Start of The data
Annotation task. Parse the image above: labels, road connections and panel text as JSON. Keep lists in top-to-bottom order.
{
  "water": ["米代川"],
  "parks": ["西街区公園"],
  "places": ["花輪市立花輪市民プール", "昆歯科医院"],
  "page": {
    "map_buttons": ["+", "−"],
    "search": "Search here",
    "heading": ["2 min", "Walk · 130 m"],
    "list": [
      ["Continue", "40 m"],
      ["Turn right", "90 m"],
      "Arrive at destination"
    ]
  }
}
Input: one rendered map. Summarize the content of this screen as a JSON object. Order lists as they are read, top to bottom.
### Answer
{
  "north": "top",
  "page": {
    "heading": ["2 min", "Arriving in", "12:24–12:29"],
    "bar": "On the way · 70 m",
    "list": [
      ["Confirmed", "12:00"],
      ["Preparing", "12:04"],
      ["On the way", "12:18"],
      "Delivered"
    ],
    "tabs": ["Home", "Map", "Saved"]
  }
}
End of The data
* [Your instructions] What is needed is an exact copy of the lines from the one containing "Input: one rendered" through the last line of the records, and nothing else.

* [Reply to the task]
Input: one rendered map. Summarize the content of this screen as a JSON object. Order lists as they are read, top to bottom.
### Answer
{
  "north": "top",
  "page": {
    "heading": ["2 min", "Arriving in", "12:24–12:29"],
    "bar": "On the way · 70 m",
    "list": [
      ["Confirmed", "12:00"],
      ["Preparing", "12:04"],
      ["On the way", "12:18"],
      "Delivered"
    ],
    "tabs": ["Home", "Map", "Saved"]
  }
}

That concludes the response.